その話がBさんの友人経由でウチに来たのだ。


ウチがBさんの代理人として交渉を始めたところ、追い出し屋がなんと借地借家法を知らなかった。知らないハズはないだろうと思うけど、何故か3ヶ月で出すことが正しいと譲らない。こっちも業者なので、テクニック(屁理屈)が効かないのはわかってるはずだ。

電話では平行線を辿ってしまうので、書面でのやり取りをするようになった。
しかしここでも差が出たのは、ウチは内容証明郵便、相手は手書きの手紙。
いよいよ怪しいが、調べると相手はキチンと不動産会社の免許を持っており、それなりに続いている会社でもある。

「ものを知らない業者」ということで進めることにした。
窓口をしている親父曰く「この業界はバカが多い」らしい。教訓になる。

さて、追い出し屋のやることは1つ。マンションを借りてる人を追い出して、マンションの建て直しをする(マンションの資産価値を高める)ことだ。

だから、先程言った「正当な金」(※1)を追い出し屋が用意する訳にはいかない。

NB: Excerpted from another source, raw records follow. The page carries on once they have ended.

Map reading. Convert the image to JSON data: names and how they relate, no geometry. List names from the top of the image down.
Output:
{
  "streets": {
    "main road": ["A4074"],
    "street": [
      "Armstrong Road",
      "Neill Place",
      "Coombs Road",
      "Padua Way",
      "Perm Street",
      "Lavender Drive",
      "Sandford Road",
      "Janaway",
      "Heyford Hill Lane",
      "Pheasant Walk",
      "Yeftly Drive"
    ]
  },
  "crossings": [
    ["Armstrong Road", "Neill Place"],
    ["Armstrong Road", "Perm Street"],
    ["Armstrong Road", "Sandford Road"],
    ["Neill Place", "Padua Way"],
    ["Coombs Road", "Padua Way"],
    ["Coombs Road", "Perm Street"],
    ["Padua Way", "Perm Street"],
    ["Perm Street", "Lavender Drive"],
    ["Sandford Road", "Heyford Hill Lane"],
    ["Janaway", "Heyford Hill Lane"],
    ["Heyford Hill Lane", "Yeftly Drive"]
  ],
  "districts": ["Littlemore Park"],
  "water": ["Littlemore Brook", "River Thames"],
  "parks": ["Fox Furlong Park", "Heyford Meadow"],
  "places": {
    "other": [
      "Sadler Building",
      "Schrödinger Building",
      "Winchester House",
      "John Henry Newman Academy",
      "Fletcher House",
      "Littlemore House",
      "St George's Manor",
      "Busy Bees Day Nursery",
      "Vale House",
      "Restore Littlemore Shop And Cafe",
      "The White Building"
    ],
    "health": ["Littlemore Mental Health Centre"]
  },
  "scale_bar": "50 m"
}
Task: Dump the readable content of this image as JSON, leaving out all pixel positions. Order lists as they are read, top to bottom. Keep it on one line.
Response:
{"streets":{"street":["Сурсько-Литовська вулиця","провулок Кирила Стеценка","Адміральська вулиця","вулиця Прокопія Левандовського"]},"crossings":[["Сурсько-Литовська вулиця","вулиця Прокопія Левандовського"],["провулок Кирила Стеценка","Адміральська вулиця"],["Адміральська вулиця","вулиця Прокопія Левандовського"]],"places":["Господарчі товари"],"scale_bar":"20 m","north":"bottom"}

その分利益が下がってしまうからだ。

でも業者が代理人になってしまうと、金額を算出するために腹の探り合いになる……わけだが、金額を出すための根拠が、これまた問題だった。

「不動産鑑定士によるちゃんとした根拠がある」ということなので見せてもらったら、数枚程度の紙が送られてきて、鑑定士の署名捺印どころか〇〇サービスと書かれている。おいこれ知ってるぞと思ってサービス名で調べたら、鑑定士監修としか書かれてなくて、しかも末尾に「参考用なので根拠として使わないで」と書かれてる。

これは鑑定士の書類じゃないよと言うと「なんだ強請る気か!?弁護士に依頼するぞ!」と言う。

むしろ弁護士に依頼してくれと言う感じなのだが、微妙な食い違いが置きつつも書面のやりとりは続いた。

途中で「結局なにがしたいんだおたくは。いくら必要なんだ」と言い放ったので「〇千万円※2なら出ると言ってますよ」と答えたら「足元を見やがって……!ふざけんな!」と追い出し屋はブチ切れてた。そんなこと言う人間いるんだ。

追い出し屋はテンプレのような墓穴を掘りまくっていた。

結局、追い出し屋の担当は外されたらしく代表者が○千万円※2の要求を飲み、5ヶ月以内退去ってことで円満解決となった。
墓穴を掘らない担当だったら、もう少し金額の交渉と退去日を前倒しするということはできたかもしれない。

とても学びになる経験だった宅建士1年目の話。

そうだ、大事な前置きを忘れてた。

この話は経験を元にしたフィクションです。


※1 正当な金額とは言ったが、ここに明確な根拠や計算式があるわけではない。計算のもとになりそうなデータはたくさんあるが、どのデータを使っても「これが正しい額です」とは誰も言えない。だから慎重な対話の上で金額を算出する必要がある。

※2 吹っ掛けただけの金額であり、上記の正当な額は上回っている。吹っ掛けに応じざるを得ないほど墓穴をほったやつが悪い。